-- TASK INPUTS follows --

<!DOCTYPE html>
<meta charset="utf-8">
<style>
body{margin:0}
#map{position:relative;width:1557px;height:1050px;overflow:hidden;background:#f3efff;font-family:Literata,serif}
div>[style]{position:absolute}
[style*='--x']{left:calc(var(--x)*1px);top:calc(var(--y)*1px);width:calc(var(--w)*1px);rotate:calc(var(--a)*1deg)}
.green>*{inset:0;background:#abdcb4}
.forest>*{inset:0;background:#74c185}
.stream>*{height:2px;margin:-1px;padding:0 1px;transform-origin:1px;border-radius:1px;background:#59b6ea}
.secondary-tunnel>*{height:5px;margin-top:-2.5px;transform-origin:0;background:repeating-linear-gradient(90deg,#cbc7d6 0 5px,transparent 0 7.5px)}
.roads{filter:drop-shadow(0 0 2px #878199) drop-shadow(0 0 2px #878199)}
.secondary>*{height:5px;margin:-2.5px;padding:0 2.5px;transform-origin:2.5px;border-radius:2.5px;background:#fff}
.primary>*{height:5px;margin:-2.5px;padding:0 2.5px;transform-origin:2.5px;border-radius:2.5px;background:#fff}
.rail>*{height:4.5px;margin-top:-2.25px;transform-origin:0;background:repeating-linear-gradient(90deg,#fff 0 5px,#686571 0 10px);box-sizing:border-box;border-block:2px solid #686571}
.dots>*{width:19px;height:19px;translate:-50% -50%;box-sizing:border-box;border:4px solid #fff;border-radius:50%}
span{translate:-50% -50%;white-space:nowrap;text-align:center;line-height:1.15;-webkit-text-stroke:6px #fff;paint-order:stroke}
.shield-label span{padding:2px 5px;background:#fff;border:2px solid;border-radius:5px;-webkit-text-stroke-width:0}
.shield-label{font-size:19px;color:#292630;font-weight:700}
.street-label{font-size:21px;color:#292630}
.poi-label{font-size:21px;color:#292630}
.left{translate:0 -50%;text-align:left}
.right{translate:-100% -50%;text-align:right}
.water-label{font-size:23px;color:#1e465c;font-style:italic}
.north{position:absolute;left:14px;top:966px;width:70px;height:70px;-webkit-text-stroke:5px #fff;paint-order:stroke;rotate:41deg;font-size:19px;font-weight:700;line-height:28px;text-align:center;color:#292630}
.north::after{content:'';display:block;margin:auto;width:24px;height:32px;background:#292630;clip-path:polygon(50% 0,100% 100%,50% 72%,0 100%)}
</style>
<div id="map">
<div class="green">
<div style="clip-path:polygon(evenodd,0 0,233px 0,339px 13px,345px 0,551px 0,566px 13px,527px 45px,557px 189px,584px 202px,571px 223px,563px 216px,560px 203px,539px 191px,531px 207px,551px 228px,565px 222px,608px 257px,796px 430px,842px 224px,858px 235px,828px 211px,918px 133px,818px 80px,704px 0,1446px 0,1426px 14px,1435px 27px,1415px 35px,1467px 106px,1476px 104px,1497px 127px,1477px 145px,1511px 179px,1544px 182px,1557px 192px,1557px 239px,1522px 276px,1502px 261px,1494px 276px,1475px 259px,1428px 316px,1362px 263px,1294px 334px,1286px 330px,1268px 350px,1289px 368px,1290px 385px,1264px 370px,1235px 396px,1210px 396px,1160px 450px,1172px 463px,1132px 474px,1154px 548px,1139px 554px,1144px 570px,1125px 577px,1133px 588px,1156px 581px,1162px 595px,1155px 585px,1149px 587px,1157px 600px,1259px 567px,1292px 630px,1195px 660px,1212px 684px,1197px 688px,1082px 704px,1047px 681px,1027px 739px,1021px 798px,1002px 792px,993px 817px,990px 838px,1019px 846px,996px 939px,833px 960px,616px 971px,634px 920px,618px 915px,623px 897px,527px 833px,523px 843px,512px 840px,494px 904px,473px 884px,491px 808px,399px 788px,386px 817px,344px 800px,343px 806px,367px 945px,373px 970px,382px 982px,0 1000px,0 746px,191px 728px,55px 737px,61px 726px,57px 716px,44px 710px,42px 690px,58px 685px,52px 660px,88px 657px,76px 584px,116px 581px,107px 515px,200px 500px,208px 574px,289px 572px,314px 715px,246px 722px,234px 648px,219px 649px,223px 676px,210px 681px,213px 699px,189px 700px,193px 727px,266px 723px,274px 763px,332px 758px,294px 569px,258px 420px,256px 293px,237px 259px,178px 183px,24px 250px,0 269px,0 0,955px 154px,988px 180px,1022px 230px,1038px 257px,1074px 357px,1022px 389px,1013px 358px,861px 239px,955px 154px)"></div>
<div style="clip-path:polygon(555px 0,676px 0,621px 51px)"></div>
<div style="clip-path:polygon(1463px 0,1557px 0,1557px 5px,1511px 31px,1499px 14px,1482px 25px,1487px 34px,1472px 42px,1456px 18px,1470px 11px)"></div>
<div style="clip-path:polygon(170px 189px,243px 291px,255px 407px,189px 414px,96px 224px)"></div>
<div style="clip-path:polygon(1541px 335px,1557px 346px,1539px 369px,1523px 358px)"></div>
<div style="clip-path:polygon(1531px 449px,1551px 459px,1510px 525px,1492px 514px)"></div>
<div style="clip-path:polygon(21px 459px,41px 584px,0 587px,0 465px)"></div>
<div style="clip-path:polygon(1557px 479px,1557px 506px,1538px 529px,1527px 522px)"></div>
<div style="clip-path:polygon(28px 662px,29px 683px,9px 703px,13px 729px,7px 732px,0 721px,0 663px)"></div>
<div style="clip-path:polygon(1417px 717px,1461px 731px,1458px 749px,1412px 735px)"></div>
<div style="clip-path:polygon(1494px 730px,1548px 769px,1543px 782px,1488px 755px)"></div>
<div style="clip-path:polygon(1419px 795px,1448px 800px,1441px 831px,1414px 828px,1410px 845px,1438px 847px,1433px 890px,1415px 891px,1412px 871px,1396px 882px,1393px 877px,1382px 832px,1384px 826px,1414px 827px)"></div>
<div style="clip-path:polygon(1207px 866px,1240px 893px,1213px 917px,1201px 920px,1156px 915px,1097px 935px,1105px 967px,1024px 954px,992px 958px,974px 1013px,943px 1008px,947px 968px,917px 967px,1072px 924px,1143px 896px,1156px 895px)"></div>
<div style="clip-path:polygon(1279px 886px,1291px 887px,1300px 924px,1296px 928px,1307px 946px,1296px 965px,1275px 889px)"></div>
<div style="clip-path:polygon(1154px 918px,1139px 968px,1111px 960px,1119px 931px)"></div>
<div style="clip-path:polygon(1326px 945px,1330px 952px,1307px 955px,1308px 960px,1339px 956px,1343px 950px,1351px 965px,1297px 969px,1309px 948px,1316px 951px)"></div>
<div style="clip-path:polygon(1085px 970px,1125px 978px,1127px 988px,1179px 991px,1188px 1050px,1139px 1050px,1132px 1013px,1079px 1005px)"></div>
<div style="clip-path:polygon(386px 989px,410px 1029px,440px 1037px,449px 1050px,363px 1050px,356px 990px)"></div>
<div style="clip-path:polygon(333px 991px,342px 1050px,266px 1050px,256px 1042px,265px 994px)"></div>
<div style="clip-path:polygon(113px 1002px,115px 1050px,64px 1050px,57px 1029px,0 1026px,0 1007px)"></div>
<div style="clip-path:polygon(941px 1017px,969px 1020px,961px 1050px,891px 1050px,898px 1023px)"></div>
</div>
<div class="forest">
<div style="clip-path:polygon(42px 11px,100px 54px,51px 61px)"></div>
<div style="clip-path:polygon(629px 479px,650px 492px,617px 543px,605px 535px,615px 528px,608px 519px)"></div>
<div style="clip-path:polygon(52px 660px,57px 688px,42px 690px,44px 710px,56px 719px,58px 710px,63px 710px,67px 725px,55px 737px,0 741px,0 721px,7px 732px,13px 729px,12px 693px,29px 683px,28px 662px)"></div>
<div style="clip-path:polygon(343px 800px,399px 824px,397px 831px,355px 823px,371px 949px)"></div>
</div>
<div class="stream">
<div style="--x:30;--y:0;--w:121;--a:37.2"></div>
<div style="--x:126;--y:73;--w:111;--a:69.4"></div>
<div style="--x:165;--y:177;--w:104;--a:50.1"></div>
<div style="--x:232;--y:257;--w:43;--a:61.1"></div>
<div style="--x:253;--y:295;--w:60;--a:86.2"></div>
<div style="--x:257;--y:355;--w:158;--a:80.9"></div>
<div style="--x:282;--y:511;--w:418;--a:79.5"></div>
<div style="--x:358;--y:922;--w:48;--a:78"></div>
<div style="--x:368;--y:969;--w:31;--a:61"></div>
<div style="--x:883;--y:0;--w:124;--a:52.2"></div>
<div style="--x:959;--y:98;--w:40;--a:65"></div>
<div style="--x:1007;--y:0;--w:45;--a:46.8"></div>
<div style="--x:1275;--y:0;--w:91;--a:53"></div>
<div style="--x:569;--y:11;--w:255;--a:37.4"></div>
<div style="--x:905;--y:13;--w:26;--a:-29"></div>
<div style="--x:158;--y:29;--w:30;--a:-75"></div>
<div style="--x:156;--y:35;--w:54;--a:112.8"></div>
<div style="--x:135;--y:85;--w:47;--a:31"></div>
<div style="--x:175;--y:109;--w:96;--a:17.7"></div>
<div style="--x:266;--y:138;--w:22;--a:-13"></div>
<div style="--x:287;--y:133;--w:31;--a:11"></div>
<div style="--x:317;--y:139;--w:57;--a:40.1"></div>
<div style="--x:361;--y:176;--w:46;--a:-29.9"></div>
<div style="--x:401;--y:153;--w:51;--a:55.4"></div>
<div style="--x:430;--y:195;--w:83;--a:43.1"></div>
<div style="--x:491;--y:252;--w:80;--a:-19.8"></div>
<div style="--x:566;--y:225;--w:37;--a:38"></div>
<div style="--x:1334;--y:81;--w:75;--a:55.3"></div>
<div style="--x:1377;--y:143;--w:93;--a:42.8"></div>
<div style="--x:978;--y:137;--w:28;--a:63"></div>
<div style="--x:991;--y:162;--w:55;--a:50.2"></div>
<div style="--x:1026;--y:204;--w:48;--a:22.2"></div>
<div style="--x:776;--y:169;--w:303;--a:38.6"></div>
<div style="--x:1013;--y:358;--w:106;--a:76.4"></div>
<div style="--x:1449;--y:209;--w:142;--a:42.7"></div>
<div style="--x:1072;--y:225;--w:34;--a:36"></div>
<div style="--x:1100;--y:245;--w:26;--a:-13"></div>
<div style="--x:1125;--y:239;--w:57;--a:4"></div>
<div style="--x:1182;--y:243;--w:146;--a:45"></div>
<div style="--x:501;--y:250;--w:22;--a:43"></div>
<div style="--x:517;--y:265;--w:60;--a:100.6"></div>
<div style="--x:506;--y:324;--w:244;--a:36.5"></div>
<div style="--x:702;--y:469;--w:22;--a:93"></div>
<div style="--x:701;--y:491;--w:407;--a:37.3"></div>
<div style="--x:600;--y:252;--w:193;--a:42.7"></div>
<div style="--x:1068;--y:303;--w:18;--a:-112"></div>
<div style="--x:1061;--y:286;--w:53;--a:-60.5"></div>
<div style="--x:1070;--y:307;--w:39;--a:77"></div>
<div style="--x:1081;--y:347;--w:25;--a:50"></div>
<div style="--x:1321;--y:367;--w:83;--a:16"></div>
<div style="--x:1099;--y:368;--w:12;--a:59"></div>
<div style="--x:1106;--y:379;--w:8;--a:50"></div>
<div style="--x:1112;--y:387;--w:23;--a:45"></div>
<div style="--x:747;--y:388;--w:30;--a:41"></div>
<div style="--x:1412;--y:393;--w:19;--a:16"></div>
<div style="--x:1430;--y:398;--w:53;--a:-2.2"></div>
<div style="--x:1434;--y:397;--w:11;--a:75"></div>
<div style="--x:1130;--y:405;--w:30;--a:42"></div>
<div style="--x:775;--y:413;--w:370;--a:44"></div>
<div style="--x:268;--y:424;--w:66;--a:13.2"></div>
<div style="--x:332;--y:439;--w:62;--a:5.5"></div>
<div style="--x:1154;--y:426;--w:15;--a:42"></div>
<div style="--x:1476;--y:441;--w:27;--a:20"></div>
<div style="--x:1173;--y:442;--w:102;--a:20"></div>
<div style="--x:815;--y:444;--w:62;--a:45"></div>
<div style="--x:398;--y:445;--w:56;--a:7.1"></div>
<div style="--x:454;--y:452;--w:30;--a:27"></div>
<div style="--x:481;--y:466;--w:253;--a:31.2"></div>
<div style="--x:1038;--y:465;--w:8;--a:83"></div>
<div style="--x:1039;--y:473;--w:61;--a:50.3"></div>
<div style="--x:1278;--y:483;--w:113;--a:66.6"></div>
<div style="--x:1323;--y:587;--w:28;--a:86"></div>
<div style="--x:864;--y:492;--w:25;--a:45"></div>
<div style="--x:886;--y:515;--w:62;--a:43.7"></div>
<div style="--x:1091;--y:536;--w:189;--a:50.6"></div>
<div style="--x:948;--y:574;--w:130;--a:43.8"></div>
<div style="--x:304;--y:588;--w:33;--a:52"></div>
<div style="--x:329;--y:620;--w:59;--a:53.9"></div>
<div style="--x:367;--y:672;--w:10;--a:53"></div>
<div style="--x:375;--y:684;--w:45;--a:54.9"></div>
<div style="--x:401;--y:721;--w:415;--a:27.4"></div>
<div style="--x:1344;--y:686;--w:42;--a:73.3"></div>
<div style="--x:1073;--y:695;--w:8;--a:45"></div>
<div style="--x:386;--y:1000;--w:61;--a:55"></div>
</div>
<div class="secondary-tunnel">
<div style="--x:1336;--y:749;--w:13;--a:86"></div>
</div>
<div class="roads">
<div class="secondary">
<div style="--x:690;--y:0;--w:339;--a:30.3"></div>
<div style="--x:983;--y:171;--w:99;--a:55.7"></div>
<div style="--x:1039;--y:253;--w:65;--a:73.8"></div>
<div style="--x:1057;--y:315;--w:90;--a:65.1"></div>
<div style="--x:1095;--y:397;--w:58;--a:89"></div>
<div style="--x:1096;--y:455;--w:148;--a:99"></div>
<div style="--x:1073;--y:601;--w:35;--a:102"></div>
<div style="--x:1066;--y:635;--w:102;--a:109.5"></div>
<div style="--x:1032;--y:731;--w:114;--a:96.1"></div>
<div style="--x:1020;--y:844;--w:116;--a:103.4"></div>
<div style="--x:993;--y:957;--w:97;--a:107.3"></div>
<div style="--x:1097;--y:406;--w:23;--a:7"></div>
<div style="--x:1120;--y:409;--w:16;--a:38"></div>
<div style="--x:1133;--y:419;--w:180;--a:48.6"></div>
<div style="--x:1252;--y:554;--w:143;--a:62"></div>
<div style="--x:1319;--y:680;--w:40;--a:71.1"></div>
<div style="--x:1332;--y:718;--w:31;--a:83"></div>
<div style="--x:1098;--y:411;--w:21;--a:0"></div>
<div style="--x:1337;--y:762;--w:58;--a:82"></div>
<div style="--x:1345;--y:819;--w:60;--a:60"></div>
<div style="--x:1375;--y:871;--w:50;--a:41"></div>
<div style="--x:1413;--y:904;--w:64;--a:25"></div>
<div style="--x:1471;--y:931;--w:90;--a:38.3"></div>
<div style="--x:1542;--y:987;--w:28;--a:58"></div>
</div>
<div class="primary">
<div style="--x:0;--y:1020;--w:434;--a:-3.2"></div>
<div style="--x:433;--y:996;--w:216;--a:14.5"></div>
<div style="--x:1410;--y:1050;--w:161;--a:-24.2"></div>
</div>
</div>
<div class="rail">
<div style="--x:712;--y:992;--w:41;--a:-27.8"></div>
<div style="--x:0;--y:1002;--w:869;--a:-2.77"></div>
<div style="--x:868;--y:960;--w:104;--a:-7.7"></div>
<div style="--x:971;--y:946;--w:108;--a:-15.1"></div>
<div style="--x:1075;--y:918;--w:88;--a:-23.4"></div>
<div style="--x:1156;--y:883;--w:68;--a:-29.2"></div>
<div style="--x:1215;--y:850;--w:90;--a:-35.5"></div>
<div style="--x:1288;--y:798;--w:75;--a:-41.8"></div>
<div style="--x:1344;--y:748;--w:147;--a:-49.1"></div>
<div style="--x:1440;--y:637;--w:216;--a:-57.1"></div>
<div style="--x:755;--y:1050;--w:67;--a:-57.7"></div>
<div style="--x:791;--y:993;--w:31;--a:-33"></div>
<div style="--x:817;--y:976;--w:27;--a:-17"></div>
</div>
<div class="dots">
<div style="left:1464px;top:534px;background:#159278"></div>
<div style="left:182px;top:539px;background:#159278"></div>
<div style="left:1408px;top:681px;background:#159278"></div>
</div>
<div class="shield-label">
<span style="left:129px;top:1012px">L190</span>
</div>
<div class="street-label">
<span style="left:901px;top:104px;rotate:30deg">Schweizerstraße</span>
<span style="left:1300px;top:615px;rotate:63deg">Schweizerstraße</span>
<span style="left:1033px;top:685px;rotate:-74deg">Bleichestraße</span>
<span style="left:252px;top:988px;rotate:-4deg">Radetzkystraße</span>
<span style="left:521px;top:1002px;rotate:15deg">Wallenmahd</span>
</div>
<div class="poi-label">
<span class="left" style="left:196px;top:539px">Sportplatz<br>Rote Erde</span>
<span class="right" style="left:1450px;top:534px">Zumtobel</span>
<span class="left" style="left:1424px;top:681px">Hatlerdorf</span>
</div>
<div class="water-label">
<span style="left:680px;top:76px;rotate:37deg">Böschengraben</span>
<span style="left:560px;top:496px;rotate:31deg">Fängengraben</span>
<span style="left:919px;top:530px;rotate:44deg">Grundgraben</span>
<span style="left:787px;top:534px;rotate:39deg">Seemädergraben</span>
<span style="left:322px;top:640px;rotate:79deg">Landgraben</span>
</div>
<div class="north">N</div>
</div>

-- TASK INPUTS concluded --

All lines in the records with the string "stream" should be copied out.

* [ANSWER SECTION]
.stream>*{height:2px;margin:-1px;padding:0 1px;transform-origin:1px;border-radius:1px;background:#59b6ea}
<div class="stream">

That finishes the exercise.